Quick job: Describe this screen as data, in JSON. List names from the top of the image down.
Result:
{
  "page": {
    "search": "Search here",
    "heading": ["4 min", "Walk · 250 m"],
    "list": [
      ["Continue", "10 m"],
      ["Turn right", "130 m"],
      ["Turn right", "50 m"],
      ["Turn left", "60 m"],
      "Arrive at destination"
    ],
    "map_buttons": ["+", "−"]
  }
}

## EXERCISE GOAL
The data are to be transcribed in full, exactly as given.

## EXERCISE SOLUTION
Quick job: Describe this screen as data, in JSON. List names from the top of the image down.
Result:
{
  "page": {
    "search": "Search here",
    "heading": ["4 min", "Walk · 250 m"],
    "list": [
      ["Continue", "10 m"],
      ["Turn right", "130 m"],
      ["Turn right", "50 m"],
      ["Turn left", "60 m"],
      "Arrive at destination"
    ],
    "map_buttons": ["+", "−"]
  }
}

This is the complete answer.